Setting up Snowflake Environments in Vertex AI
Overview
Snowflake and Google Cloud empower countless customers to seamlessly run AI and machine learning (AI/ML) workloads, including cutting-edge Generative AI. With several proven architectural patterns, integrating Snowflake with Google services like Vertex AI has never been easier. Whether you're diving into traditional AI/ML or Generative AI, we have quickstart guides to get you up and running fast (AI/ML quickstart and Snowflake + VertexAI for Generative AI quickstart).
The Snowflake + Vertex AI Generative AI quickstarts are designed to be quick, practical, and simple to follow. But we also know that setting up Vertex AI to fully leverage Snowflake's capabilities can be a bit tricky at first. That's why we’re here to help you configure your Vertex AI environment step-by-step—making it easy to connect with Snowflake. In this guide, we’ll walk you through everything, from configuring scripts to pushing container images to Google Container Registry (GCR).
Use Case
As this quickstart is targeted at getting environments there are no specific industry use cases, but rather "Hello World" examples to verify that the configuration scripts and containers are working appropriately.
Prerequisites
What You'll Learn
- How to set up a Snowflake environment in Vertex AI with configuration scripts.

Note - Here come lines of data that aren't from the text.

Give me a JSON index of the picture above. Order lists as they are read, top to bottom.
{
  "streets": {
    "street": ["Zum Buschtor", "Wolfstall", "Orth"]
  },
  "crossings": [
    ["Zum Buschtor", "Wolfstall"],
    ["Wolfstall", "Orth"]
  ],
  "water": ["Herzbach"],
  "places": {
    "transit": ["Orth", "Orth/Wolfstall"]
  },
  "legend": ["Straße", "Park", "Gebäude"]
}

- How to set up a Snowflake environment in Vertex AI with Google Container Registry.
What You’ll Need
- A free Snowflake Account
- GCP Account with access to Vertex AI
- For the sake of the lab it is best if both platforms have access to the public internet and are not in a virtual network
- Basic familiarity with terminal commands and working with containers
What You’ll Build
- A Snowflake specific environment in Vertex AI using configuration scripts
- A Snowflake specific environment in Vertex AI using Containers
Configuration Script
To use a startup script in Vertex AI that installs the current versions of the Snowflake and Snowpark Python packages, you can take advantage of custom training jobs or notebooks in Vertex AI. The below shows how use the startup script with a notebook in Vertex AI
Create a Startup Script
The startup script will install the required Python packages via pip as soon as the Vertex AI instance starts. Here's an example startup script:
#!/bin/bash # Update the system package index sudo apt-get update # Install pip if it's not installed sudo apt-get install -y python3-pip # Install the current versions of Snowflake and Snowpark Python packages pip3 install --upgrade snowflake-connector-python snowflake-snowpark-python
Save this script as install_snowflake.sh locally.

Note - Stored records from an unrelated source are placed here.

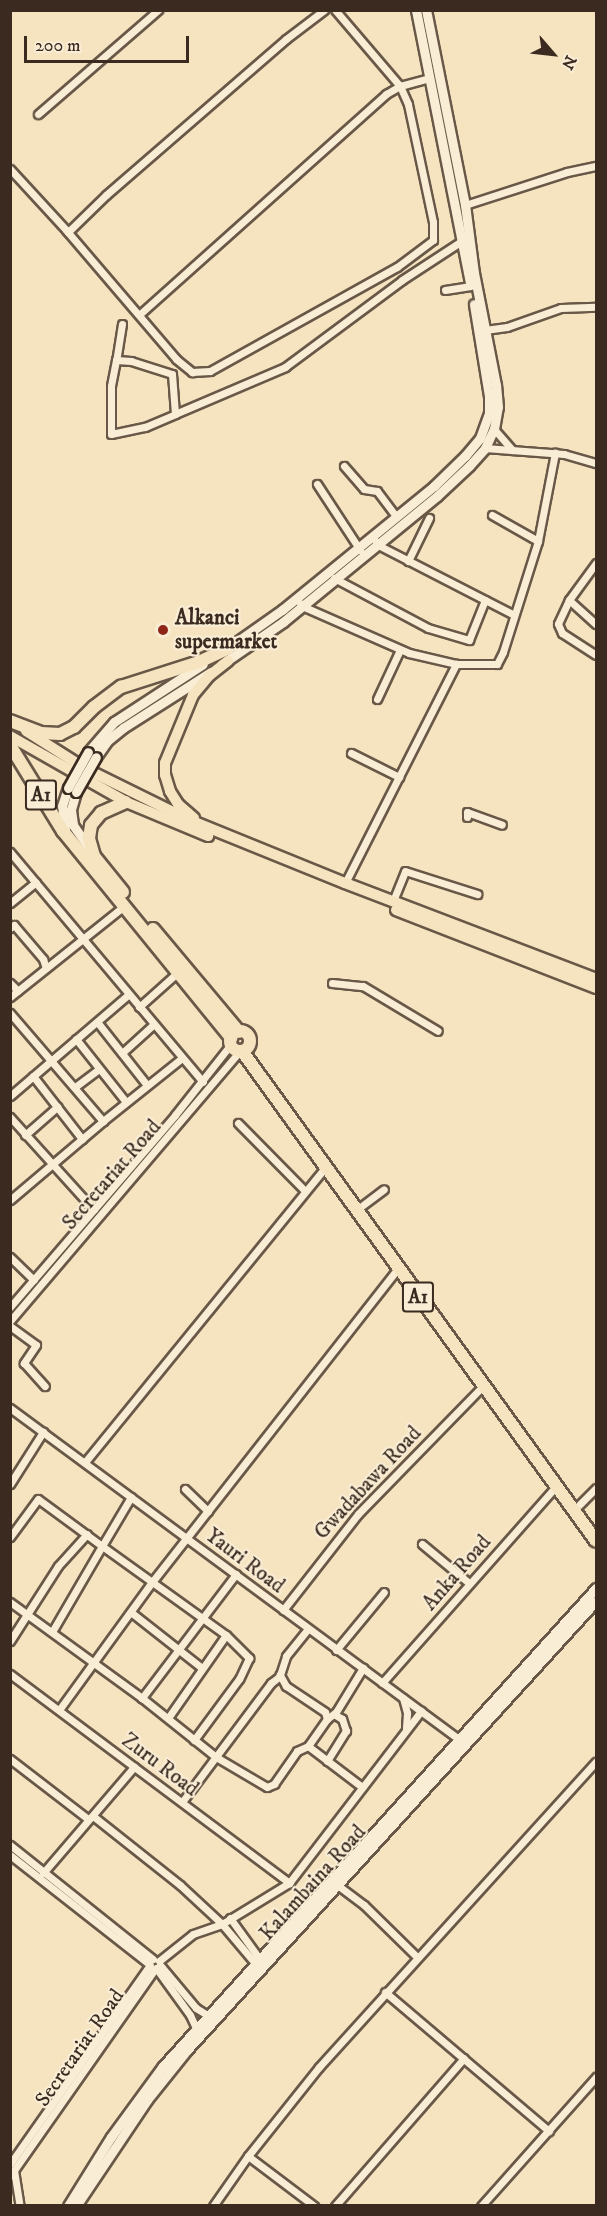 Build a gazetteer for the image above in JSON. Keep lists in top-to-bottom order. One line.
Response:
{"streets":{"highway":["A1"],"street":["Secretariat Road","Gwadabawa Road","Yauri Road","Anka Road","Zuru Road","Kalambaina Road"]},"crossings":[["A1","Secretariat Road"],["A1","Gwadabawa Road"],["A1","Anka Road"],["Secretariat Road","Zuru Road"],["Gwadabawa Road","Yauri Road"],["Yauri Road","Anka Road"]],"places":["Alkanci supermarket"],"scale_bar":"200 m","north":"bottom right"} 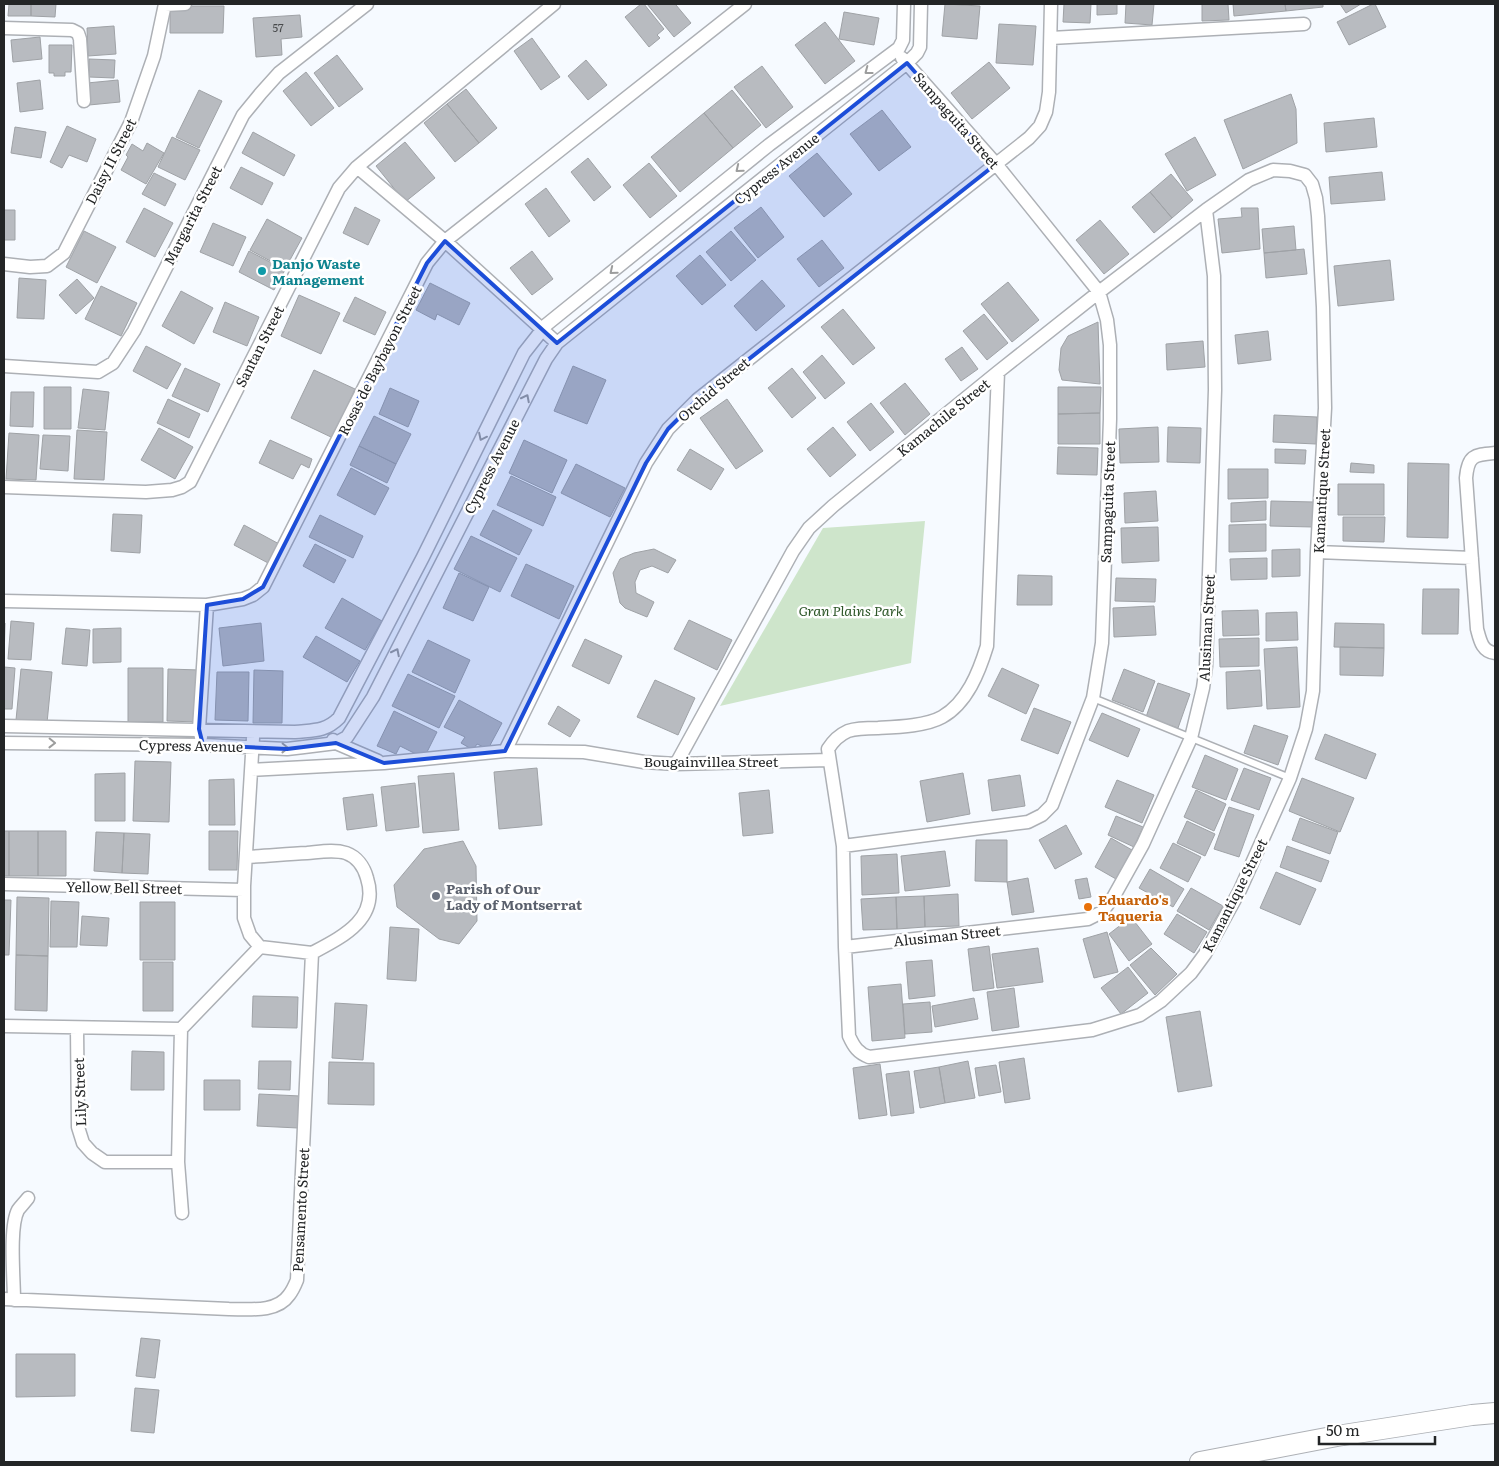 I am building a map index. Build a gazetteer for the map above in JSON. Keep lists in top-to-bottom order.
{
  "streets": {
    "street": [
      "Sampaguita Street",
      "Daisy II Street",
      "Cypress Avenue",
      "Margarita Street",
      "Santan Street",
      "Rosas de Baybayon Street",
      "Orchid Street",
      "Kamachile Street",
      "Kamantique Street",
      "Alusiman Street",
      "Bougainvillea Street",
      "Yellow Bell Street",
      "Lily Street",
      "Pensamento Street"
    ]
  },
  "crossings": [
    ["Sampaguita Street", "Cypress Avenue"],
    ["Sampaguita Street", "Orchid Street"],
    ["Sampaguita Street", "Kamachile Street"],
    ["Sampaguita Street", "Kamantique Street"],
    ["Cypress Avenue", "Bougainvillea Street"],
    ["Orchid Street", "Bougainvillea Street"],
    ["Kamachile Street", "Kamantique Street"],
    ["Kamachile Street", "Alusiman Street"],
    ["Kamachile Street", "Bougainvillea Street"],
    ["Kamantique Street", "Alusiman Street"],
    ["Kamantique Street", "Bougainvillea Street"],
    ["Yellow Bell Street", "Pensamento Street"]
  ],
  "parks": ["Gran Plains Park"],
  "places": ["Danjo Waste Management", "Parish of Our Lady of Montserrat", "Eduardo's Taqueria"],
  "house_numbers": ["57"],
  "scale_bar": "50 m"
}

Make the Script Executable
Make sure the script has the correct permissions to be executed. If you’re developing locally or in a development environment before uploading to Vertex AI, you can use:
chmod +x install_snowflake.sh
Upload the Script to Google Cloud Storage (GCS)
Vertex AI can reference a startup script stored in GCS. You will first need to upload the script to a GCS bucket.
gsutil cp install_snowflake.sh gs://your-bucket-name/install_snowflake.sh
Use a Vertex AI Notebook
You can specify the startup script to run during the notebook instance's initialization.
- Go to Vertex AI Workbench in the Google Cloud Console.
- Click on Create New Notebook or use an existing one.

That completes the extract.